-- Supplied material follows --
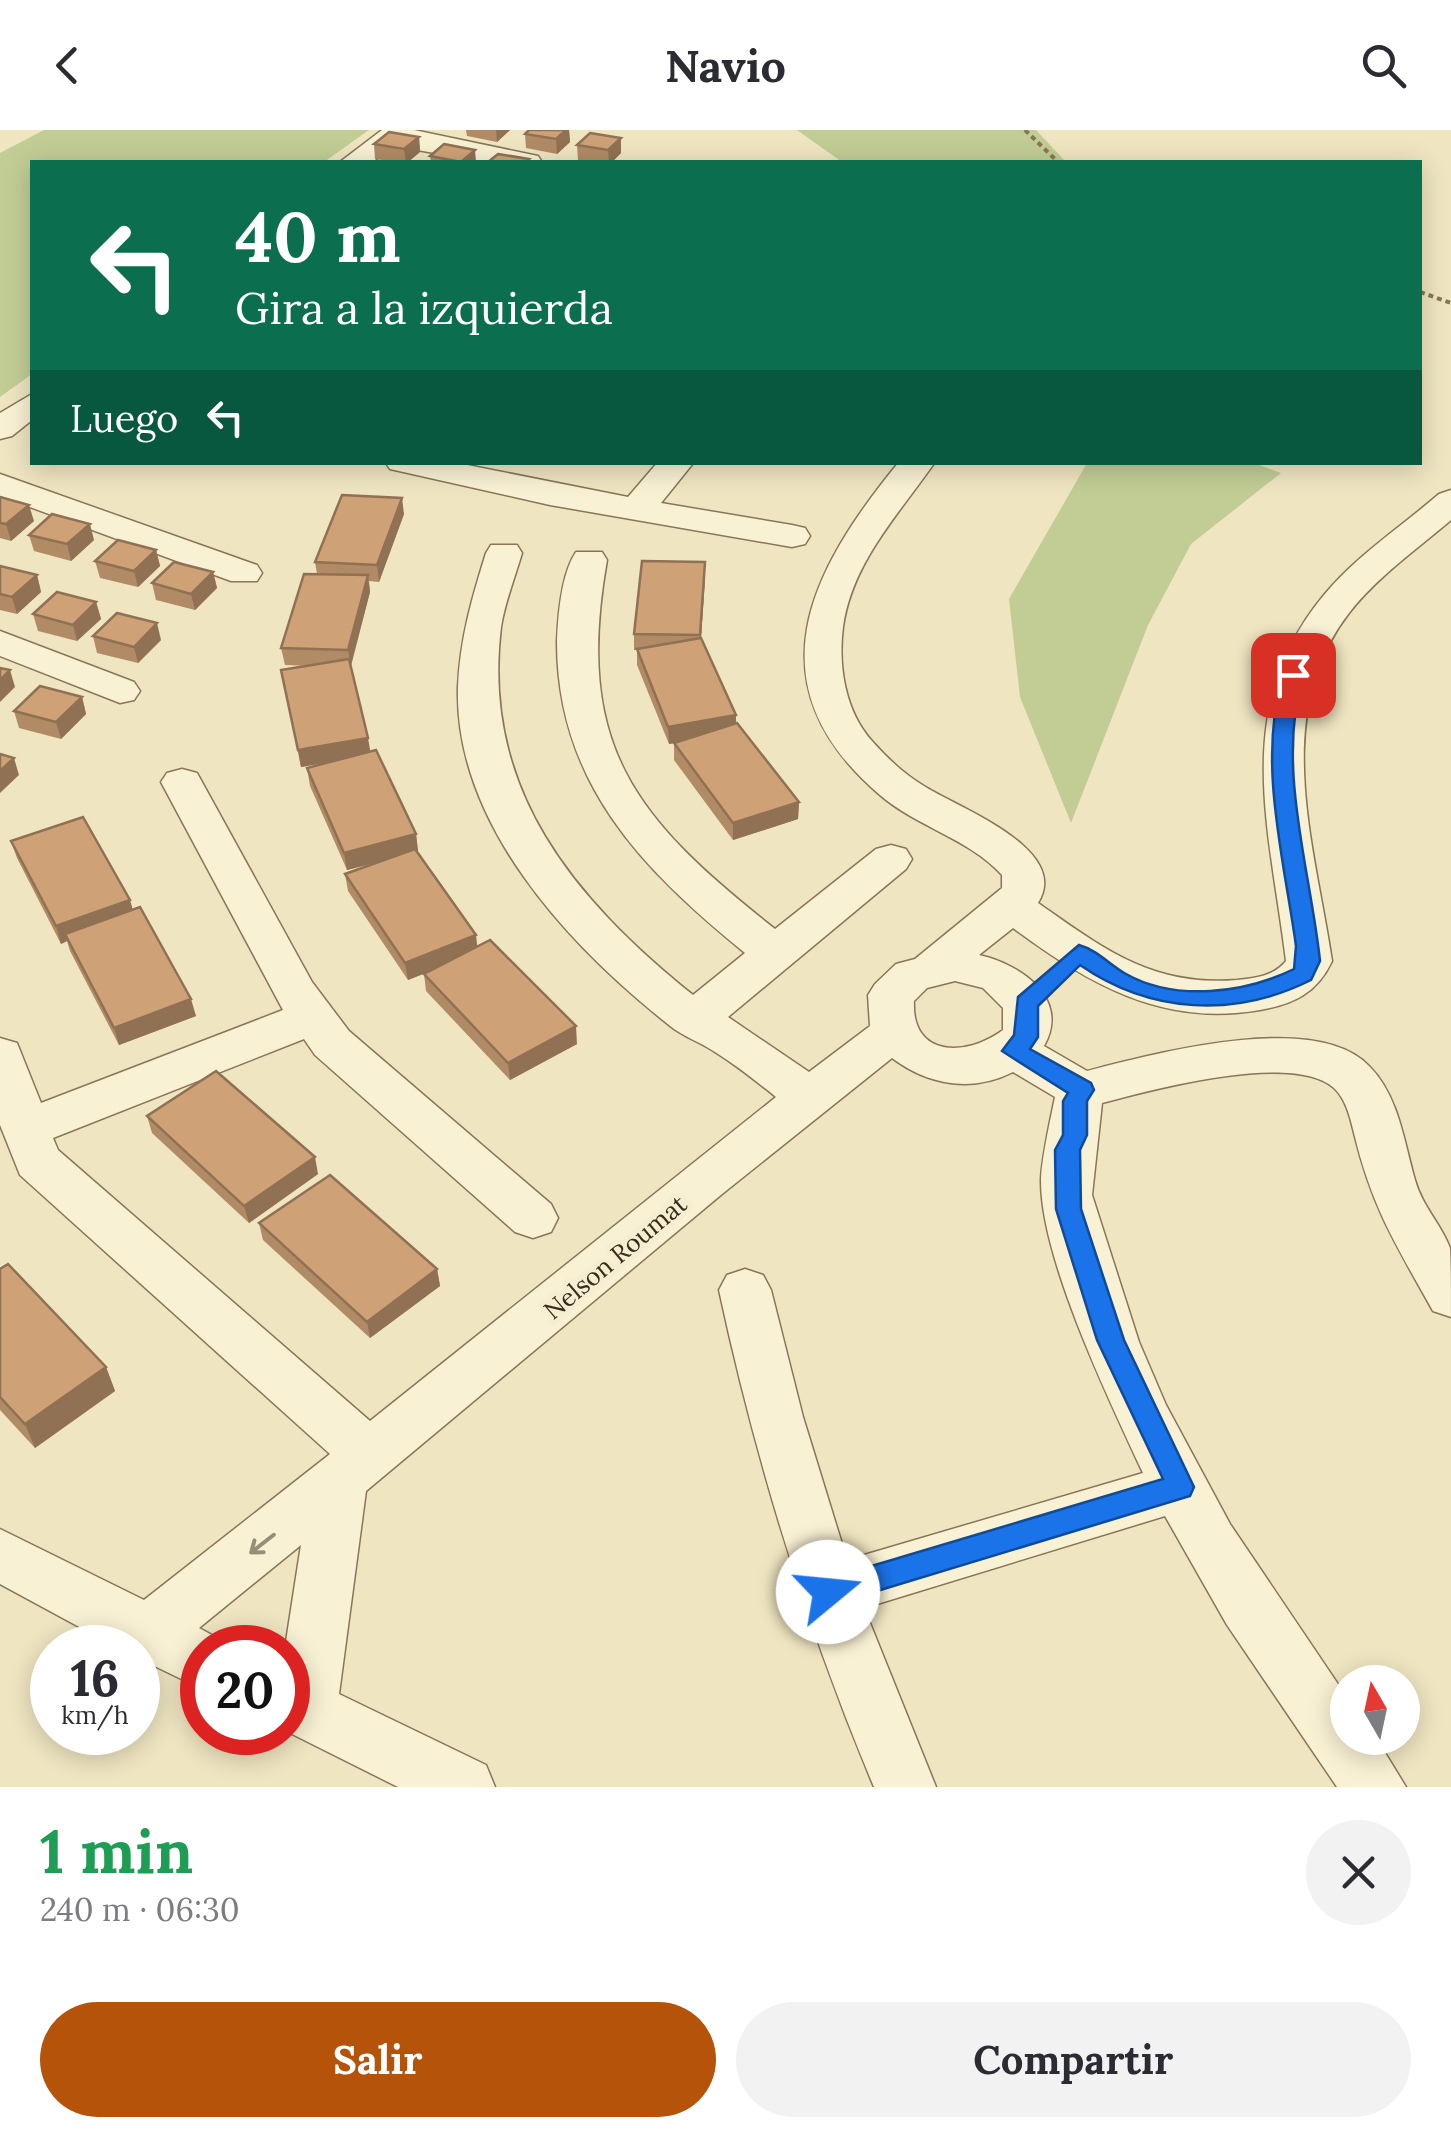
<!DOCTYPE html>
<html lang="es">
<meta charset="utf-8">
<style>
:root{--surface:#fff;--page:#f2f2f3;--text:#2b2b33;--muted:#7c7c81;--accent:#b45309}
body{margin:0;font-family:Lora,serif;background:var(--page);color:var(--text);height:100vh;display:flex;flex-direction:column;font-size:38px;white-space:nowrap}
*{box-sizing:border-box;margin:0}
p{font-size:32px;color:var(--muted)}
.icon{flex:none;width:55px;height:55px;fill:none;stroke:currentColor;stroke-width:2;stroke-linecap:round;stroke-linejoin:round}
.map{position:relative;height:1657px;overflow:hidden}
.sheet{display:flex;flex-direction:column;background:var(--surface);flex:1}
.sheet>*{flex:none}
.hud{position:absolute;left:30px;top:30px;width:1392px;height:305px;border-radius:0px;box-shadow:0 5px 25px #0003;background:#0b6e4f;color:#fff;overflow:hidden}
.needle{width:65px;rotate:351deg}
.controls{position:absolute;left:1330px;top:1535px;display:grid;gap:20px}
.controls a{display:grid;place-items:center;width:90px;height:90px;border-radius:50%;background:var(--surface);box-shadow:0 5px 25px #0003;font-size:50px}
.speed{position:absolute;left:30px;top:1495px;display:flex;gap:20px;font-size:50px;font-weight:700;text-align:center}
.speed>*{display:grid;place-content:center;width:130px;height:130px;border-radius:50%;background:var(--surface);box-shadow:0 5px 25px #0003;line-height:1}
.speed small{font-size:25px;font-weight:400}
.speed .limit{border:15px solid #d22;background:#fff;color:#111}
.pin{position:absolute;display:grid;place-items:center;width:85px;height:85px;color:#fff;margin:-42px;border-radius:20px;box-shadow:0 5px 15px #0006}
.me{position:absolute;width:110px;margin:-55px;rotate:73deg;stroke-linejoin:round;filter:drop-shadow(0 0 8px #0008)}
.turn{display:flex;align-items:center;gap:35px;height:210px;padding:0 40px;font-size:45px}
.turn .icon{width:130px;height:130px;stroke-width:2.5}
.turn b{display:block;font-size:70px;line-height:85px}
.then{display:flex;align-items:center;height:95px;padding:0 40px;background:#0003;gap:20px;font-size:38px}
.round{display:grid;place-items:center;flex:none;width:105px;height:105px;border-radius:52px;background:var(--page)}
.overview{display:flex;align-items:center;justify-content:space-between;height:170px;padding:0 40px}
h1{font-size:60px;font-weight:700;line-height:75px;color:#1e9e55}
.button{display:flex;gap:20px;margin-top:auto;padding:20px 40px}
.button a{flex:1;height:115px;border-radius:60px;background:var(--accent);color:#fff;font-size:40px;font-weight:700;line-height:115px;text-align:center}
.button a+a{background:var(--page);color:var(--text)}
header{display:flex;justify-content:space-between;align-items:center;height:130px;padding:0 40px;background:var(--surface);font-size:45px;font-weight:700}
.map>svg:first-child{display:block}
.green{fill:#c2cd95}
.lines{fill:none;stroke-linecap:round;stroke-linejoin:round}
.minor-casing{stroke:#897658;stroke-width:3}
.path{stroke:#897658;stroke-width:4;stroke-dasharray:5 4;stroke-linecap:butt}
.minor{fill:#f9f1d4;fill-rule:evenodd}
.wall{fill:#b18b65}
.shaded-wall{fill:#907153}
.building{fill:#cea276;stroke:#907153;stroke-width:2.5}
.oneway{stroke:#988e78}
.route{fill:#1a73e8;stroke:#114b97;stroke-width:2.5}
.labels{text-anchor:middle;stroke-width:10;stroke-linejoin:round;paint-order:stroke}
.street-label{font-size:25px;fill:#382c1d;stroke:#f6eed1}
</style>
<header><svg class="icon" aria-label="back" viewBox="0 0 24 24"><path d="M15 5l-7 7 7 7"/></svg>Navio<svg class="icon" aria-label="search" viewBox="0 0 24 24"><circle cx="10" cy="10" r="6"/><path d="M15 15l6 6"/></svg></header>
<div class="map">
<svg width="1451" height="1657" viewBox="0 0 1451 1657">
<rect width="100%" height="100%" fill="#efe5c1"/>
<g class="green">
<polygon points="44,0 369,0 324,32 32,32 32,244 0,267 0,23"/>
<polygon points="797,0 1036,0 1066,32 842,32"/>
<polygon points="1087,333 1253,333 1281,343 1191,414 1148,495 1071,693 1020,567 1009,469"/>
</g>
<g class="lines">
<defs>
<g id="minor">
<polygon points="382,0 414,0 538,26 542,32 485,32 395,16 372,32 340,32"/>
<polygon points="32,264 32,290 12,306 0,309 0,283"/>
<polygon points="385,332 452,332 628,367 658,332 694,332 661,373 792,395 805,398 810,406 805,414 792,417 550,375 390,339"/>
<path d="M899,332H935C899,384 852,432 843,497C838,536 845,581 872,611C887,628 905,645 924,656C958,678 1072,719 1038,773C1104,819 1152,857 1237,850C1256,848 1274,846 1286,831C1270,699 1230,578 1324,465C1356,426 1401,397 1439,364L1451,360V390C1417,419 1377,447 1349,483C1270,585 1315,716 1332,831C1317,863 1294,874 1260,880C1162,897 1089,854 1013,798L979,825C1020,834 1071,868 1044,916L1087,941C1154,924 1317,879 1370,937C1399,967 1404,1012 1415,1050C1422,1076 1441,1094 1450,1118C1451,1137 1451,1168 1451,1187L1433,1181C1397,1116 1373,1080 1355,1007C1351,991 1347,970 1334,958C1293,921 1151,960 1102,973L1092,1065L1139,1212L1166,1275L1230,1394L1348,1569V1608H1376L1406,1657H1337L1227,1495L1165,1386L864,1478L936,1657H874C806,1495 756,1331 719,1160L727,1145L745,1139L763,1145L771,1160L803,1287L847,1430L1143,1343C1109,1270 1041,1129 1041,1051C1041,1031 1051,987 1055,967L1013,942C972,963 928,955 892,928L722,1064L366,1361L339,1564L486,1635L495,1657H398L288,1602L285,1518L301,1415L199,1498L223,1511L226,1518H202V1559L138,1528V1518H118L0,1454V1399L144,1470L330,1324L20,1045L0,995V908L17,913L41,973L283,880L161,652L167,643L182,639L197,643L312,852L349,901L551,1074L558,1088L551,1102L533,1108L515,1102L315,925L304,909L53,1008L58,1020L370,1291L776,967C756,951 736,935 715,922C700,912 682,906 669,895C569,816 454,694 458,557C460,509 472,468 486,423L491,415H517L522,423C515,447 505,472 501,497C481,660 574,769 693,865L745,823C642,739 557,653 557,512C558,486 561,444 576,422H602L607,430C574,616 634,688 775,799L876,719L891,715L906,719L912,729L906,739L728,887L809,942L870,896L868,865L875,854L896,834L915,829L1002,758V745C968,708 917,697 880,665C751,555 808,443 899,332ZM955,851L983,858L1003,878V900C967,927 911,928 914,871L927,858Z"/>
<polygon points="0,344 257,435 262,443 257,451 231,451 0,366"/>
<polygon points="0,501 134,552 140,561 134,570 120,573 0,526"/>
</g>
</defs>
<use href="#minor" class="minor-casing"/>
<g class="path">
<polyline points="1025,0 1058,32"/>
<polyline points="1420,162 1451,173"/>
</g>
<use href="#minor" class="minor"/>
</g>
<g class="wall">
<polygon points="466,0 510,0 497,12 467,6"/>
<polygon points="529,0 569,0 570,12 557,24 526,18 525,4"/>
<polygon points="419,7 420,22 408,32 397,32 375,29 374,14"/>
<polygon points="577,15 621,23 612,32 594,32 578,30"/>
<polygon points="430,26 476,32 431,32"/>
<polygon points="0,367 34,391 11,411 0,408"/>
<polygon points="404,384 379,452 369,451 370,462 350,536 370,622 416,704 418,721 416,722 477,817 577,914 510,950 426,861 424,844 428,842 408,850 348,761 345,744 380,732 347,740 310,656 307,638 337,631 301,637 281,540 309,536 285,535 281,518 317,444 315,432"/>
<polygon points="29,405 94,410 71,431 34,421"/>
<polygon points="156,420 160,436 138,457 100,448 95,431"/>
<polygon points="0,436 37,445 41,462 17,484 0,480"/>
<polygon points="213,442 217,458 195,480 156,470 152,453"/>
<polygon points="705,448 701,508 736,594 799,672 798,689 733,710 674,630 674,613 669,614 637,535 637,520 634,520 634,504"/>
<polygon points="96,472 101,489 77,511 38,501 33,484"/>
<polygon points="93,506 161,510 138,533 97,523"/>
<polygon points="82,567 86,584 61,609 19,598 14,581"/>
<polygon points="11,711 133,779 196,886 119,915 70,821 67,811 61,814 17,728"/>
<polygon points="147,986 318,1044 249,1093 152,1003"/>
<polygon points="259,1093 437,1139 440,1156 370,1208 263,1110"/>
<polygon points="0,1139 106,1237 115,1261 35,1318 0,1280"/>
</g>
<g class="shaded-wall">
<polygon points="496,0 510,0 497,12"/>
<polygon points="566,0 569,0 570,12 557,24 556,9"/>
<polygon points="419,7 420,22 408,32 406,32 404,19"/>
<polygon points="621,8 621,23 612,32 609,32 608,20"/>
<polygon points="475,20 476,32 461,32"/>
<polygon points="402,368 404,384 379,452 377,435"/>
<polygon points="29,375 34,391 11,411 6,394"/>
<polygon points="90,394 94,410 71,431 67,414"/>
<polygon points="156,420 160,436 138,457 134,441"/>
<polygon points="705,432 705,448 700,522 700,505"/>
<polygon points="213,442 217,458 195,480 191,464"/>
<polygon points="37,445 41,462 17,484 12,467"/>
<polygon points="368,445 370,462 351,536 348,520"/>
<polygon points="96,472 101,489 77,511 73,495"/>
<polygon points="157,493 161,510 138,533 134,517"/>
<polygon points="10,540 15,557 0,572 0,550"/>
<polygon points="82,567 86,584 61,609 56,592"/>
<polygon points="736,585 736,602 669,614 668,597"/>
<polygon points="368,608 371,625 301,637 298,620"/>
<polygon points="14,628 19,645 0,663 0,641"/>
<polygon points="799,672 798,689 733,710 733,693"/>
<polygon points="416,704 418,721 347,740 344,723"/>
<polygon points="130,770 135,787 65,804 67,811 61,814 56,796"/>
<polygon points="476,805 478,822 408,850 405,833"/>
<polygon points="191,869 196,886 119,915 114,898"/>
<polygon points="576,896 577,914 510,950 508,933"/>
<polygon points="315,1027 318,1044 249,1093 244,1076"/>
<polygon points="437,1139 440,1156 370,1208 367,1192"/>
<polygon points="106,1237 115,1261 35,1318 25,1294"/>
</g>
<g class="building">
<polygon points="529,0 566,0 556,9 525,4"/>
<polygon points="389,2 419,7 404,19 374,14"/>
<polygon points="590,3 621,8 608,20 577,15"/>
<polygon points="444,14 475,20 461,32 430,26"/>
<polygon points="498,24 529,29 525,32 488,32"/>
<polygon points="342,365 402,368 377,435 315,432"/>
<polygon points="0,367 29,375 6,394 0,393"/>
<polygon points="52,384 90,394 67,414 29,405"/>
<polygon points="118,410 156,420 134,441 95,431"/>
<polygon points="642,431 705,432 700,505 634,504"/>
<polygon points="174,432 213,442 191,464 152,453"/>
<polygon points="0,436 37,445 12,467 0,464"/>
<polygon points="304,444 368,445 348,520 281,518"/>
<polygon points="57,462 96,472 73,495 33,484"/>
<polygon points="117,483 157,493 134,517 93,506"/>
<polygon points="701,508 736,585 668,597 637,519"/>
<polygon points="349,529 368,608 298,620 281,540"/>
<polygon points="0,538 10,540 0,550"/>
<polygon points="40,556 82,567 56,592 14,581"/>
<polygon points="737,593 799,672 733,693 674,613"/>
<polygon points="376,620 416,704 344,723 307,638"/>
<polygon points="0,624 14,628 0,641"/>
<polygon points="83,687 130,770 56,796 11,711"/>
<polygon points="415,719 476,805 405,833 345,744"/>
<polygon points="140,777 191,869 114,898 65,804"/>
<polygon points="490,810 576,896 508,933 424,844"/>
<polygon points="216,941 315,1027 244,1076 147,986"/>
<polygon points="330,1045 437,1139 367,1192 259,1093"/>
<polygon points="8,1134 106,1237 25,1294 0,1267 0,1139"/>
</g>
<defs><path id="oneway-shaft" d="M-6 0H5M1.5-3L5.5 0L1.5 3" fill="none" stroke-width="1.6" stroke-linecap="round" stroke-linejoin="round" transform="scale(2.5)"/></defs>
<use class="oneway" href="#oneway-shaft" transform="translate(262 1414) rotate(142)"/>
<path class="route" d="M1293,539L1303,545C1276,638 1310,737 1320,831L1311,850C1235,888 1151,884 1080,835L1038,876V907L1030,919L1091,953L1094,960L1087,971V1005L1080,1020L1081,1079L1124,1210L1194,1357L1190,1366L828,1476L817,1472L813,1462L817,1453L828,1449L1163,1349L1097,1210L1056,1079L1055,1020L1063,1005V971L1068,963L1002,921L1014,905L1018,867L1079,815C1097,820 1110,835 1126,844C1176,872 1245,863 1294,839L1296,816C1284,728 1257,632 1283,545Z"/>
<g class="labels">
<g class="street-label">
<text transform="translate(615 1127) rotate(-40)" y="9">Nelson Roumat</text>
</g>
</g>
</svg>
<div class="controls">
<a><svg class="needle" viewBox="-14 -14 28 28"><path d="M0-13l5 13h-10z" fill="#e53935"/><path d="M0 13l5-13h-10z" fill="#7c7c81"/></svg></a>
</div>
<div class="speed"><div>16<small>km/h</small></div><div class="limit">20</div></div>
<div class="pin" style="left:1293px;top:545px;background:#d93025"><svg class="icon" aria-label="arrive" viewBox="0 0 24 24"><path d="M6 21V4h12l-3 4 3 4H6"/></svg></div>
<svg class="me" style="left:828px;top:1462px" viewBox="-20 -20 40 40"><circle r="19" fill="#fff"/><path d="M0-13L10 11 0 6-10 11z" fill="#1a73e8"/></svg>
<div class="hud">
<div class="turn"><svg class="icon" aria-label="left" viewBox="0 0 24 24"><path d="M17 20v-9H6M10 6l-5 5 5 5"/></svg><div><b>40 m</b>Gira a la izquierda</div></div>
<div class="then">Luego<svg class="icon" aria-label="left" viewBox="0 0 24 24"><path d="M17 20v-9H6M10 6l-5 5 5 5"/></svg></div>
</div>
</div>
<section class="sheet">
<div class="overview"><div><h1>1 min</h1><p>240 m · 06:30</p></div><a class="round"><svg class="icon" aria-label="close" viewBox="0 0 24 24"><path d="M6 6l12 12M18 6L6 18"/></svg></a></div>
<div class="button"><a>Salir</a><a>Compartir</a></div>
</section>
-- Supplied material concluded --
If a line in the entries above contains "speed", it counts toward the total; give only that total.

#### [Completed exercise]
5